A busca de um campo Ético que vise a interpenetrar o artificialismo robotizado do


economicismo digital, em tempos de Globalização Econômica, é um dos desafios do século
XXI. A Doutrina Social da Igreja Católica (DSI), sustentada em 05 bases principais, a saber:
O princípio da Solidariendade, da Subsidiariedade, da Destinação Universal dos Bens,
princípio do Bem Comum e o princípio da Dignidade da Pessoa Humana; se viu robustecida
com a Encíclica Papal ‘Laudato Si” (Louvado Seja) no que esta vetoriza as ações econômicas
voltadas às questões sociais e ambientais, preocupando-se com as mudanças climáticas
ocorrentes no mundo e expondo o fracasso do neoliberalismo no tocante a justiça econômica,
ao desenvolvimento sustentável e na diminuição da desigualdade.
A obra “cathonômico” procura compilar a partir da história dos conceitos que a
formam, a ética católica em contraposição à cosmovisão econômica capitalista. Partindo da
idéia de Justiça do antigo testamento e do conceito de virtude aristotélica, o cathonômico
procura expor-se (segundo Annet) como melhor alternativa ao neoliberalismo.

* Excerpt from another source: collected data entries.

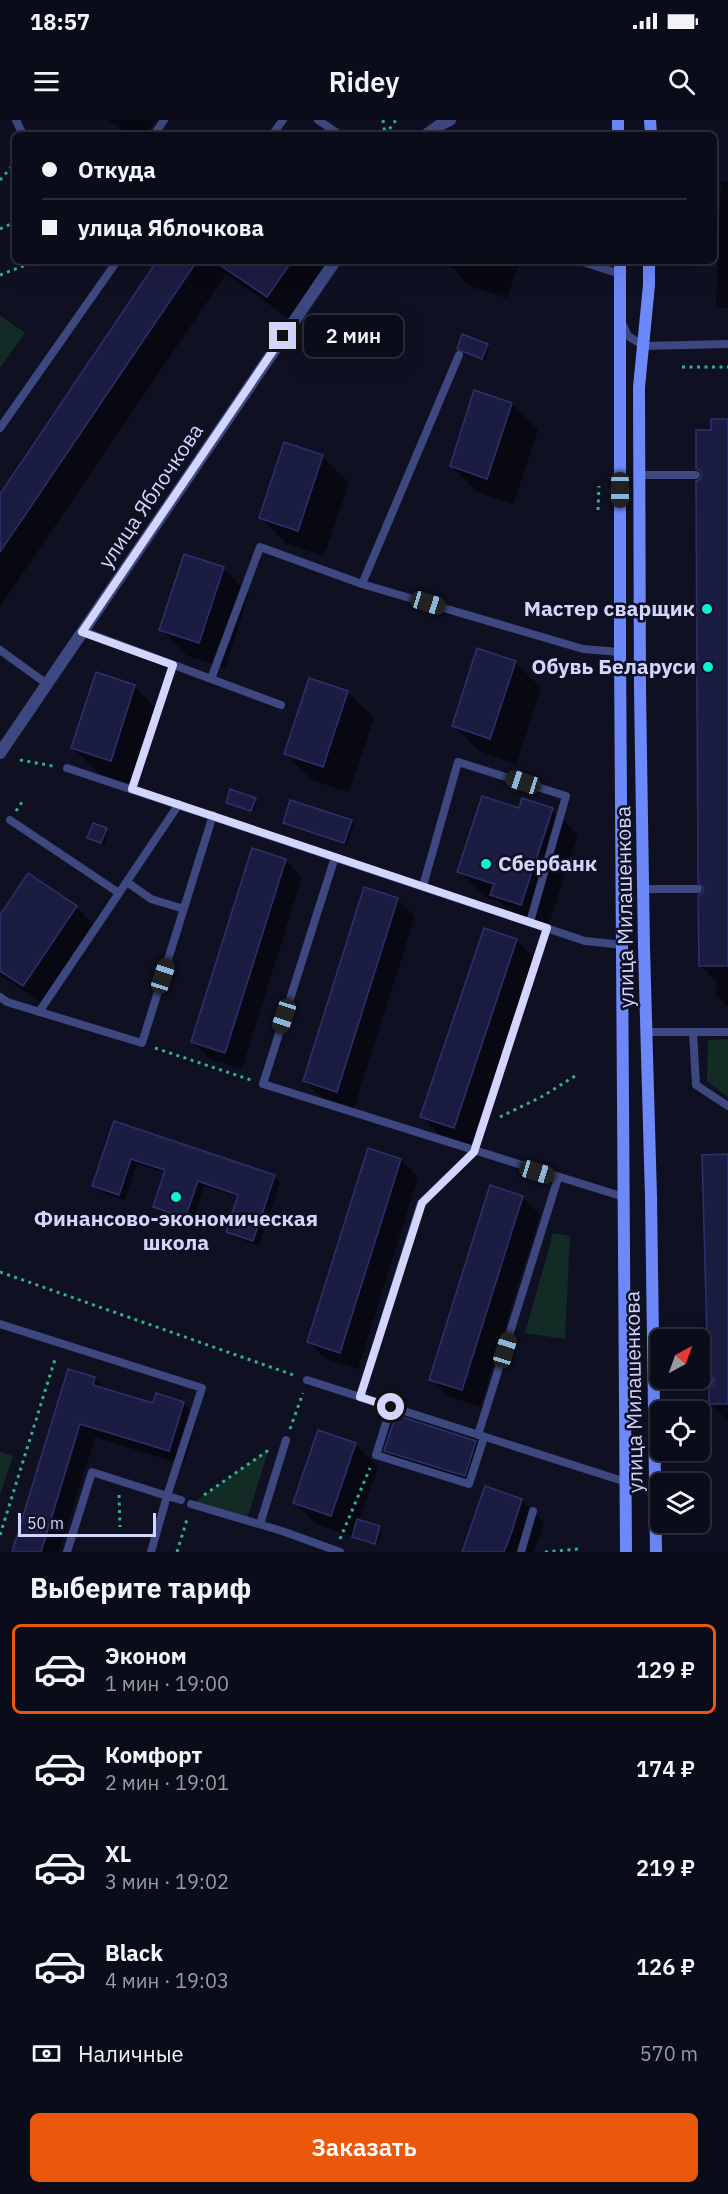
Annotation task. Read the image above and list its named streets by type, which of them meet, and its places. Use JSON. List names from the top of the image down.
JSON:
{
  "streets": {
    "main road": ["улица Милашенкова"],
    "street": ["улица Яблочкова"]
  },
  "places": [
    "Мастер сварщик",
    "Обувь Беларуси",
    "Сбербанк",
    "Финансово-экономическая школа"
  ],
  "scale_bar": "50 m",
  "north": "top right",
  "page": {
    "status": "18:57",
    "header": "Ridey",
    "banner": ["Откуда", "улица Яблочкова"],
    "bubble": "2 мин",
    "scale": "50 m",
    "heading": "Выберите тариф",
    "list": [
      {
        "name": "Эконом",
        "note": "1 мин · 19:00",
        "value": "129 ₽"
      },
      {
        "name": "Комфорт",
        "note": "2 мин · 19:01",
        "value": "174 ₽"
      },
      {
        "name": "XL",
        "note": "3 мин · 19:02",
        "value": "219 ₽"
      },
      {
        "name": "Black",
        "note": "4 мин · 19:03",
        "value": "126 ₽"
      }
    ],
    "pay": ["Наличные", "570 m"],
    "buttons": "Заказать"
  }
}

1. A “ÓPERA CATHONÔMICA” E OS SEUS TRÊS ‘OPOSI(TENORES)’: ÈMILE


DURKHEIM, MAX WEBER E MARCEL MAUSS.
A forma como Annet critica as teorias econômicas do Iluminismo e do liberalismo
beiram a uma ingênua disposição, vez que o autor não reconhece que a perspectiva histórica
que precedeu ao liberalismo econômico iluminista sustentou séculos de opressão e de
manutenção da pobreza e do ‘status quo’ feudais na Europa. Na medida em que busca integrar
proposições de keynesianismo aliadas à justiça social e ao chamado “Green New Deal”, o
Cathonômico esbarra em campos de saberes que são historicamente datáveis e que não
formam um ‘ópera conjunta’ mas tão somente acordes dissonantes.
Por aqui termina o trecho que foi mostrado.